WHAT YOU SHOULD DO
Using the records below, count the lines with "keys" in them. Give the number only.

»»

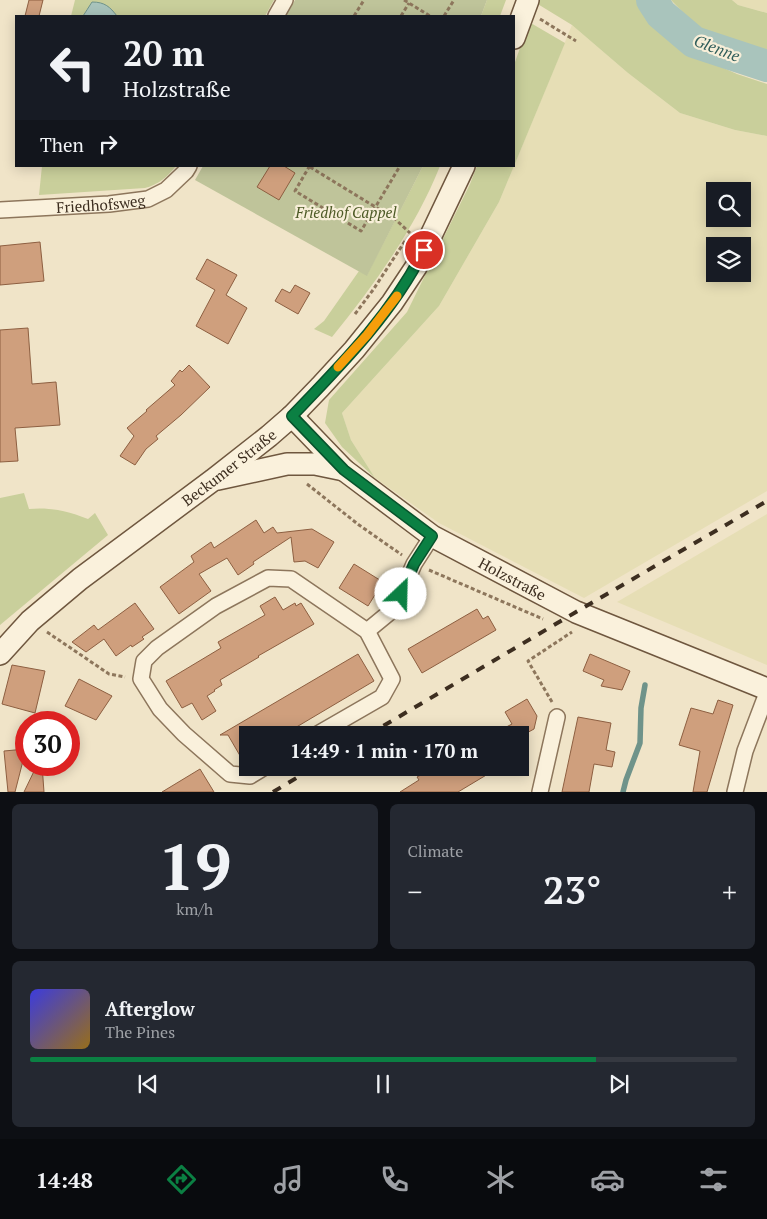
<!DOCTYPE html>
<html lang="en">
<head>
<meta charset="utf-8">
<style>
  :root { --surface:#171b24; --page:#242831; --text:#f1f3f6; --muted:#9ea1a6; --line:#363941; --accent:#0b8043 }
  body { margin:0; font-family:"PT Serif",serif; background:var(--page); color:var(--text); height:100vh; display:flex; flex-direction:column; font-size:19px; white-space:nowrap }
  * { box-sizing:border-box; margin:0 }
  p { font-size:16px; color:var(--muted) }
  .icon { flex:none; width:28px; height:28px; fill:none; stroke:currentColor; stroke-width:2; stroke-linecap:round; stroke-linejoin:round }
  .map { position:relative; height:792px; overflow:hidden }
  .details { display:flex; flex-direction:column; gap:12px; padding:12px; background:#0d0f14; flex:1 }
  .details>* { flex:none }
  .top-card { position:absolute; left:15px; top:15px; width:500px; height:152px; border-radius:0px; box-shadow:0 2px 12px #0003; background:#171b24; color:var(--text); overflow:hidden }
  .buttons { position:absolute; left:706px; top:182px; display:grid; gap:10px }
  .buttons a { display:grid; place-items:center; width:45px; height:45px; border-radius:0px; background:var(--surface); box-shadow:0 2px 12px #0003; font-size:25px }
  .speed { position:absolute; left:15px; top:711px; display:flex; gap:10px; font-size:25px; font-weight:700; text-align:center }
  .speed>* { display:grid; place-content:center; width:65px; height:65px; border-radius:50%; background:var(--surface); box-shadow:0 2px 12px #0003; line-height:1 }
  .speed .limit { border:8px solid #d22; background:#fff; color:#111 }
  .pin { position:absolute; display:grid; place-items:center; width:42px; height:42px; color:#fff; margin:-21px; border:2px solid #fff; border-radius:50%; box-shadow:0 1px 5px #0007 }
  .me { position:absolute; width:55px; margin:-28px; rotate:24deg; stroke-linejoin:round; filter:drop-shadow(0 0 4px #0008) }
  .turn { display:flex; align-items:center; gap:18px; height:105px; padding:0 25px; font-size:22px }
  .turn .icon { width:65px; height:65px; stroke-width:2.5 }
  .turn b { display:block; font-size:35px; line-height:42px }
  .then { display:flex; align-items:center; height:48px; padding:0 25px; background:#0003; gap:10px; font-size:19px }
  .big { font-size:38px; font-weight:700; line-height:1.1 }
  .details .widget { flex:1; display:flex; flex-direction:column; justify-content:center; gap:8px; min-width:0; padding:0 18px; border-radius:8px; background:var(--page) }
  .details .dial { align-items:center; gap:0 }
  .dial b { font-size:65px; line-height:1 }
  .song { display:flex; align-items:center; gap:15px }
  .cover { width:60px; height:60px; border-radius:8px; background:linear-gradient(135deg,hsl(240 70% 55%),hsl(40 70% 35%)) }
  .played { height:5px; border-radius:2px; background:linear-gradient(90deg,var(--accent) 80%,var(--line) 80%) }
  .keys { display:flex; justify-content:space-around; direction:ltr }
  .heat { display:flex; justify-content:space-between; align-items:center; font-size:28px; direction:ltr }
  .details .tiles { flex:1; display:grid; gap:12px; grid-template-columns:1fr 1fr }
  .widget:last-child { grid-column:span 2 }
  .trip { position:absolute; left:239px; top:726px; width:290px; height:50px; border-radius:0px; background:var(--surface); box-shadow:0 2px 12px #0003; font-weight:700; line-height:50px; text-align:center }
  .tab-bar { display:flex; height:80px; justify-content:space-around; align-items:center; background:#090b0e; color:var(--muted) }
  .tab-bar .icon { width:35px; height:35px }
  .tab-bar .current { color:var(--accent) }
  .tab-bar b { font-size:22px; color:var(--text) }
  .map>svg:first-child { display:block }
  .farmland { fill:#e6deb5; fill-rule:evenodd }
  .green { fill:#c9cf9b }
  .cemetery { fill:#bfc49a }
  .water { fill:#a9c4bc; stroke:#6f938a }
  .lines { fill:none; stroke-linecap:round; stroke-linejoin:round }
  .stream { stroke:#6f938a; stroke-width:5.5 }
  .river { stroke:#a9c4bc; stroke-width:32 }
  .building { fill:#cf9f7d; stroke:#8d5f41 }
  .minor-casing { stroke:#8d765c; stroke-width:18 }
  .secondary-casing { stroke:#6f573f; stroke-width:24 }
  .path { stroke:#8d765c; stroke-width:3; stroke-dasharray:4 2.5; stroke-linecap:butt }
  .minor { stroke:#faf1dc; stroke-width:15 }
  .secondary { stroke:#faf1dc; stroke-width:21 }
  .rail { stroke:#3d2e20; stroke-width:4; stroke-dasharray:9 9; stroke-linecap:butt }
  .route-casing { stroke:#07532c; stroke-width:12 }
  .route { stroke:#0b8043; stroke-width:9 }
  .slow { stroke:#f59e0b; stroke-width:9 }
  .labels { text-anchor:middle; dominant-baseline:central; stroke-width:4.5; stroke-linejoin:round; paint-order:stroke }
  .street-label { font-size:15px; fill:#3d2e20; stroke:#f7eed8 }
  .park-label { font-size:15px; font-style:italic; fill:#4d5a26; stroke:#f7eed8 }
  .water-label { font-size:16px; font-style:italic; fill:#2f5d5a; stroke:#f7eed8 }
</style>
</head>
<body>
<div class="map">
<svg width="767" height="792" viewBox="0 0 767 792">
  <rect width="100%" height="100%" fill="#f0e4c8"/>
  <g class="farmland">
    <polygon points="732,0 767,0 767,13 738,5"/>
    <path d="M 572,25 L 628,73 L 680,113 L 735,130 L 767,136 L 767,491 L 584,598 L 439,523 L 375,478 L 351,440 L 342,413 L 439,306 L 499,202 ZM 715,191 L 742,191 L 742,219 L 715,219 ZM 715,246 L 742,246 L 742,274 L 715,274 Z"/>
    <polygon points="767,514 767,665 617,602"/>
  </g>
  <g class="green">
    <polygon points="75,0 274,0 265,16 117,16 110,8 87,9 83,16 71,16"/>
    <polygon points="487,0 506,0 500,16 481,16"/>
    <polygon points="537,0 636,0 653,21 686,51 737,74 767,84 767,136 735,130 680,113 628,73 572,25 536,3"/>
    <polygon points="671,0 732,0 738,5 767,13 767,52 746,48 699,29"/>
    <polygon points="529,22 565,43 514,166 514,65"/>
    <path d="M 42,166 L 176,166 C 166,178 159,184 145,188 L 39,195 Z"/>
    <path d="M 423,166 L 440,166 C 415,229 374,285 332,337 L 314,329 L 324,321 L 359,271 L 367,275 Z"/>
    <polygon points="477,166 514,166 499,202 439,306 342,413 351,440 375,478 342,447 325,423 329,400 407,312 470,184"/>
    <path d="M 24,493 L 29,509 C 50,507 68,511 88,519 L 95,513 L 108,535 L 0,625 L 0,498 Z"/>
  </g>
  <g class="cemetery">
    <polygon points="295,0 487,0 481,16 286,16"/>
    <polygon points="203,166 423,166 367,276 195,180"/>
  </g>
  <path class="water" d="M 92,2 C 105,2 110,7 117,16 L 83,16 Z"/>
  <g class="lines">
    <polyline class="stream" points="623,792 626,780 640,743 641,708 645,685"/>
    <polyline class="river" points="652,0 661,14 694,42 767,66"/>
  </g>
  <g class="building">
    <polygon points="29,0 43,0 39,16 25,16"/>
    <polygon points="270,166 284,166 295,173 279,200 257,187"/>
    <polygon points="40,242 44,281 0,285 0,246"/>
    <polygon points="207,259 237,275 226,295 247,308 228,344 196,326 215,290 196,279"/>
    <polygon points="295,285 310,293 298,314 275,301 282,289 290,293"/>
    <polygon points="28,328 32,384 56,382 60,425 15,428 18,461 0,462 0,330"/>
    <polygon points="189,365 210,387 181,415 156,436 158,439 146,449 135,465 120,456 134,436 127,428 147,411 146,410 175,385 171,381 180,370 182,372"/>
    <polygon points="256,520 264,533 273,527 277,533 312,529 334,542 318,568 305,561 294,562 291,537 253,562 254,564 238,575 227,558 199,574 211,591 179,614 160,587 194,562 191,556 211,542 214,548"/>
    <polygon points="354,564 383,582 368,606 339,588"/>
    <polygon points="275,597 283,610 295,603 296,606 301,603 314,624 258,656 259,657 220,680 222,685 214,690 215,691 207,696 216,711 202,720 192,703 182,708 166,681 221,648 218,642 265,615 260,606"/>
    <polygon points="135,603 154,629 142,637 144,639 132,647 131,645 116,656 104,639 86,652 72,642 94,625 98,630"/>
    <polygon points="477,609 483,619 488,616 496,630 422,673 408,649"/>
    <polygon points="358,654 374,681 283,735 248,735 248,766 246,766 228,735 220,735"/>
    <polygon points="590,654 630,671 622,690 601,686 604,680 583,671"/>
    <polygon points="12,665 45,671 35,713 2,704"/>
    <polygon points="79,679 112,696 96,720 65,706"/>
    <polygon points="527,699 537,716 534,729 523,735 491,735 512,724 505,712"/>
    <polygon points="718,700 733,705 707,792 693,792 700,751 679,745 691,708 713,714"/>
    <polygon points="578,717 611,723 606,750 615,752 612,767 594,764 589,792 562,792"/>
    <polygon points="26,749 15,792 8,792 4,751"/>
    <polygon points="37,765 42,765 44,792 24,792"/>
    <polygon points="434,768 498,768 458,792 400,792 419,780 417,777"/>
    <polygon points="200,769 214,792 162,792"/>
  </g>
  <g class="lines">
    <g class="minor-casing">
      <g id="minor">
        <polyline points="276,16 285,0"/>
        <path id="s1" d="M 0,210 L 109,204 L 148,199 L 166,190 L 186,171 L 189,166"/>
        <polyline points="367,631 395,608 414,564 432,536"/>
        <polyline points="263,768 250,776 230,774 184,734 160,709 141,679 144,661 157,648 216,606 268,578 291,579 367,631 392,679 382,697 316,735"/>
        <polyline points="540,792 557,717"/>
        <polyline points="735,792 745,751 767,693"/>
      </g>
    </g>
    <g class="secondary-casing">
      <g id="secondary">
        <polyline points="514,38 528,0"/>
        <path id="s2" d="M 292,416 L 344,470 L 432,536 L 576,612 L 767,689"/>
        <polyline points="218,479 287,464 315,464 344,470"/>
        <path id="s3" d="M 0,654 L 30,621 L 80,579 L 213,480 L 269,436 L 292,416 L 320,387 L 354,350 L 392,303 L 416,267 L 464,166"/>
      </g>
    </g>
    <g class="path">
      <polyline points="404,0 430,16"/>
      <polyline points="354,16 364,0"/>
      <polyline points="401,16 409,3"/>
      <polyline points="444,16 454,0"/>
      <polyline points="540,19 576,41"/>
      <polyline points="308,166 309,167 295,191 361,231 400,166"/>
      <polyline points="310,167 395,219 410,233"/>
      <polyline points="355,314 373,290 405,241"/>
      <polyline points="307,484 359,525 402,555"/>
      <polyline points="429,570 543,619"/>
      <polyline points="47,632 109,674 125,677"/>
      <polyline points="552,702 528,661 572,632"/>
    </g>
    <use href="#minor" class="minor"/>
    <use href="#secondary" class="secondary"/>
    <g class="rail">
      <polyline points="368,735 576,612 767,501"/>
      <polyline points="273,792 313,768"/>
    </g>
  </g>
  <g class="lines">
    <g class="route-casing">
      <path id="route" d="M 401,594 L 414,564 L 432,536 L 344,470 L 292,416 C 341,365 392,314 424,250"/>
    </g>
    <use href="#route" class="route"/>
    <polyline class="slow" points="338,367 367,335 397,296"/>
  </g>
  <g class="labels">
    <g class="street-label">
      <text stroke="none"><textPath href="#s1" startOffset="101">Friedhofsweg</textPath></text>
      <text stroke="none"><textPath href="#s3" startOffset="296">Beckumer Straße</textPath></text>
      <text stroke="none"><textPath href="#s2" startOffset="276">Holzstraße</textPath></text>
    </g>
    <g class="park-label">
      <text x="346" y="212">Friedhof Cappel</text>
    </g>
    <g class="water-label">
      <text transform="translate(717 48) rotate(21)">Glenne</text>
    </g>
  </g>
</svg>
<div class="buttons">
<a><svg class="icon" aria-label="search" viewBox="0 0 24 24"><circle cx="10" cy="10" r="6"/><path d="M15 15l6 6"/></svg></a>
<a><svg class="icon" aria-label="layers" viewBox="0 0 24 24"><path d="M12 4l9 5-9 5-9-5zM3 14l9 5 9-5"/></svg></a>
</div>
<div class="speed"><div class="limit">30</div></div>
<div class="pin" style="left:424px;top:250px;background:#d93025"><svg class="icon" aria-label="arrive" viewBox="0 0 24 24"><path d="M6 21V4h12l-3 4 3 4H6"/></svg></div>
<svg class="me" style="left:401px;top:594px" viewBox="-20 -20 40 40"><circle r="19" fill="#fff"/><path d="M0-13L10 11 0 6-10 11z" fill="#0b8043"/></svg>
<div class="trip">14:49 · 1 min · 170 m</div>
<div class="top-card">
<div class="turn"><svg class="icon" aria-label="left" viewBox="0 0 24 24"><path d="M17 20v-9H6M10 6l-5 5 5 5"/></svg><div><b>20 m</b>Holzstraße</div></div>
<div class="then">Then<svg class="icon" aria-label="right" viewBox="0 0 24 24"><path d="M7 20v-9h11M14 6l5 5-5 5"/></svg></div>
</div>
</div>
<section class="details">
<div class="tiles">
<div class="widget dial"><b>19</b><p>km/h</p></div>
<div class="widget"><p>Climate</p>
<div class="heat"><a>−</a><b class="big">23°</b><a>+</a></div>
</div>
<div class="widget">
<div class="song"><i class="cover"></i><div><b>Afterglow</b><p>The Pines</p></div></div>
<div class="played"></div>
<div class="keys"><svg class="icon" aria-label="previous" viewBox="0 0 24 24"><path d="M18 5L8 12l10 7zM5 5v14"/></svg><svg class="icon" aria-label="pause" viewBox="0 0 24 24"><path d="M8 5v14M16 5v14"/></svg><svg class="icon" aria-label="next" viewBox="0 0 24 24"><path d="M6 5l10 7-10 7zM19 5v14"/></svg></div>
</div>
</div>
</section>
<nav class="tab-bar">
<b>14:48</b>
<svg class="icon current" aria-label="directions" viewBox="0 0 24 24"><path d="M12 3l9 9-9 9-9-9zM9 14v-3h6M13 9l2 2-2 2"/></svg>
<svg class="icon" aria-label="music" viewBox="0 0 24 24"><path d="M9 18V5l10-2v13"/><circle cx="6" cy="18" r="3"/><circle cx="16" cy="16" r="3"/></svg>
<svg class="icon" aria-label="phone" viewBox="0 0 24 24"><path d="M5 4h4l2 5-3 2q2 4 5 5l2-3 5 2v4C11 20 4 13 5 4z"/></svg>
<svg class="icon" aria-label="climate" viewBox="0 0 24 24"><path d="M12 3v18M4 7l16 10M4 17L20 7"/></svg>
<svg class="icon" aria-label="car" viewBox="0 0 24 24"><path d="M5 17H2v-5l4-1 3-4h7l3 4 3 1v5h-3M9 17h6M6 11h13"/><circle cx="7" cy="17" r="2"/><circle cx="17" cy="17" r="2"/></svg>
<svg class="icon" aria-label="filters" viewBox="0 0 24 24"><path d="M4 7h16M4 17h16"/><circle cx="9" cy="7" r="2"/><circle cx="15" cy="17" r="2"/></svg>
</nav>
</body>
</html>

««

TASK OUTPUT
2